--- START ---
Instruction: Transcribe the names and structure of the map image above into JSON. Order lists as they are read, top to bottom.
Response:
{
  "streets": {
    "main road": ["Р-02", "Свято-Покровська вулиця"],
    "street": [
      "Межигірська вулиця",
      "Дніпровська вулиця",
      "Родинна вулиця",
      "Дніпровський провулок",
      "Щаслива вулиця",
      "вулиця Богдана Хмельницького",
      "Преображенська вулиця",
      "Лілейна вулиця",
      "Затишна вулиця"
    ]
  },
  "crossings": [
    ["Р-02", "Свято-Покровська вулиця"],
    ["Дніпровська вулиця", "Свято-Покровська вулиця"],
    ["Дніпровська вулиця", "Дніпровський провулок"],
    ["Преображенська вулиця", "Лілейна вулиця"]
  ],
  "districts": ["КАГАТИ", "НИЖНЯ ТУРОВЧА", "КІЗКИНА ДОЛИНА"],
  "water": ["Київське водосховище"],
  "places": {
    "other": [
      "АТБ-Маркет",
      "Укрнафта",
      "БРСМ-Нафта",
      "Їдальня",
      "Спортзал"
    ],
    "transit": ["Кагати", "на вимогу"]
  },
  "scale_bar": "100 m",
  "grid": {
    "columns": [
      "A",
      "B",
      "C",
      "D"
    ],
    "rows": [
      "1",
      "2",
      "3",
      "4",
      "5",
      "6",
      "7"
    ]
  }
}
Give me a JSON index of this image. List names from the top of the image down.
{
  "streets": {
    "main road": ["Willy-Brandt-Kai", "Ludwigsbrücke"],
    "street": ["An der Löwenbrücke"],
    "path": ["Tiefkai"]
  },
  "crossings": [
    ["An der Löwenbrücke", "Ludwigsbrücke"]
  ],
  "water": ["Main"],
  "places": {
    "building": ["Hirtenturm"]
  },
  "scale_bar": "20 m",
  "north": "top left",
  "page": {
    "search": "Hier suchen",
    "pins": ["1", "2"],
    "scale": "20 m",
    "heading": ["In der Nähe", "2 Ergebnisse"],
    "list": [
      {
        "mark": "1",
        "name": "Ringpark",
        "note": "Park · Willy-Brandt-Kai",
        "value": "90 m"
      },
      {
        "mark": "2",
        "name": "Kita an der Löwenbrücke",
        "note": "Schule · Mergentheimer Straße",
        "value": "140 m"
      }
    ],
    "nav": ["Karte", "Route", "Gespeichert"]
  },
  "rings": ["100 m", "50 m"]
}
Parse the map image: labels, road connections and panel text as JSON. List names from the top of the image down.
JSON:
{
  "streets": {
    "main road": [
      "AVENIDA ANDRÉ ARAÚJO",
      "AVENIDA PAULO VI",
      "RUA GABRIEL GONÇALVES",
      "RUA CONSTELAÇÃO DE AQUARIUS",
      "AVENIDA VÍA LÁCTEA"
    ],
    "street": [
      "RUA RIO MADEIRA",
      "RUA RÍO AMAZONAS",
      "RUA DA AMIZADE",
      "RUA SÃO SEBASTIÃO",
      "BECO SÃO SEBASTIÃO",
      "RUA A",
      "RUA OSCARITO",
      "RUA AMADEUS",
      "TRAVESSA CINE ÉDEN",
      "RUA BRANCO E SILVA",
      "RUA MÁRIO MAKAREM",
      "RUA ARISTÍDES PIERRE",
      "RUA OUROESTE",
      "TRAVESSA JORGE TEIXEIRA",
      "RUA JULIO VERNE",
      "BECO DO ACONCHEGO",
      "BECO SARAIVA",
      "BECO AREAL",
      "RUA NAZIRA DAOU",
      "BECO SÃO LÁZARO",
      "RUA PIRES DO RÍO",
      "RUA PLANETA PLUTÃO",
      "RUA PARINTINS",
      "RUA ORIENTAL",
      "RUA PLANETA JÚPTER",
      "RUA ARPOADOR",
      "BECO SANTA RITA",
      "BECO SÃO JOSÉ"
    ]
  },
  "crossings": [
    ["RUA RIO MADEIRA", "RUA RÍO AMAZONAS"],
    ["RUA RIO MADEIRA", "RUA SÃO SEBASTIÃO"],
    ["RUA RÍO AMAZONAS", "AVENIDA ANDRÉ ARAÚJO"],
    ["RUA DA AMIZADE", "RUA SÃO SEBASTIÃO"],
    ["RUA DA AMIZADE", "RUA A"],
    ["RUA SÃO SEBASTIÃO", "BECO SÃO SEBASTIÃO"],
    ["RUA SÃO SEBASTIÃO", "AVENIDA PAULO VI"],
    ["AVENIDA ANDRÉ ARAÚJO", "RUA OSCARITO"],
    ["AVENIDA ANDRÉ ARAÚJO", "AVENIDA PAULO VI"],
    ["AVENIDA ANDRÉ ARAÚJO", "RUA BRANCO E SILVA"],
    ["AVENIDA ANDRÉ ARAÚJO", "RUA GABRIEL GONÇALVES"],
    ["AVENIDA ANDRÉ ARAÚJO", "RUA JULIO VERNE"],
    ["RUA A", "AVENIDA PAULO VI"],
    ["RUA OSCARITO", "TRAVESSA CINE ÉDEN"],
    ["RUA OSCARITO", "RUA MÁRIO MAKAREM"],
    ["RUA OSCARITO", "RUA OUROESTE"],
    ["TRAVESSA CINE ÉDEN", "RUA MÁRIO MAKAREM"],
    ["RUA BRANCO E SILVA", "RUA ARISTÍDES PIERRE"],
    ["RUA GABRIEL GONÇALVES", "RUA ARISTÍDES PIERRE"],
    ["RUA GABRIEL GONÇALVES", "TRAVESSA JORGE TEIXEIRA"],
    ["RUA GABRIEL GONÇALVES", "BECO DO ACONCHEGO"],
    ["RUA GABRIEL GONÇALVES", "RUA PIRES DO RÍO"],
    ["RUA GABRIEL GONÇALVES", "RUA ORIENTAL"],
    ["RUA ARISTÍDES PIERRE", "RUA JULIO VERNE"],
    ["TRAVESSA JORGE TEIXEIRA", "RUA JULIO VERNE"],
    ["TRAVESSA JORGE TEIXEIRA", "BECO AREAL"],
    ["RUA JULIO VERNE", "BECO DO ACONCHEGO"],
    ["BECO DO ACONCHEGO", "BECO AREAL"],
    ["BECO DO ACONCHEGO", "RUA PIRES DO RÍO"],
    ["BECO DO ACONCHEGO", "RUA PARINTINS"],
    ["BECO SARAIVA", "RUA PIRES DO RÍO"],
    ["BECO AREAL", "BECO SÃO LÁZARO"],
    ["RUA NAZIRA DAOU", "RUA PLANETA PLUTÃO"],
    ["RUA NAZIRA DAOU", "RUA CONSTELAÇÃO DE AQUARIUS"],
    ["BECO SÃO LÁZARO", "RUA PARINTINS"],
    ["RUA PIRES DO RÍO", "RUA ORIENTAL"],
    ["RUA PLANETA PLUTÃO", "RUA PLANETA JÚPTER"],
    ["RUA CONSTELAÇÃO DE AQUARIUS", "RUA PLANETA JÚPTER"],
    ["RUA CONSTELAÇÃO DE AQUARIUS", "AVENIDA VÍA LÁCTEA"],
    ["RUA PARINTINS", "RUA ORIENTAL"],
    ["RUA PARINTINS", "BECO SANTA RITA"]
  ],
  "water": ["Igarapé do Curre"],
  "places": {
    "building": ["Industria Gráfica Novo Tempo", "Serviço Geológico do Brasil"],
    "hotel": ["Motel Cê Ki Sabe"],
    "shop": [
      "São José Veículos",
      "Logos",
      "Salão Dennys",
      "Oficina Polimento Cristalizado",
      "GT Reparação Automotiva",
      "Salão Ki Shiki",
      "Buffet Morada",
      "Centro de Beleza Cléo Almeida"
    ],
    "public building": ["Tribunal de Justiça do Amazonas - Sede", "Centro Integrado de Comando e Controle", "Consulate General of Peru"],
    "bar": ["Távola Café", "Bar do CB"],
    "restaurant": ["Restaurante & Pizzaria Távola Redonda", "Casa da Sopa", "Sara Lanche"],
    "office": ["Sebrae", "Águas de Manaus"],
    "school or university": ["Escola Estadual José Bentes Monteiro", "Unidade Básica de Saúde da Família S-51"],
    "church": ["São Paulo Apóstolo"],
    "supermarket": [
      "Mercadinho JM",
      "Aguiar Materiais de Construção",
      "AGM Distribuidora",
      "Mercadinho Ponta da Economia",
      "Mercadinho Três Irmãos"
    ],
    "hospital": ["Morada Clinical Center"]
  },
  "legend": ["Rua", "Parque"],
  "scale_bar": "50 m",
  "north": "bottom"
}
--- END ---
REQUIRED WORK - Those lines above that contain the string "Ludwigsbrücke" should be returned.

RESPONSE AREA -
    "main road": ["Willy-Brandt-Kai", "Ludwigsbrücke"],
    ["An der Löwenbrücke", "Ludwigsbrücke"]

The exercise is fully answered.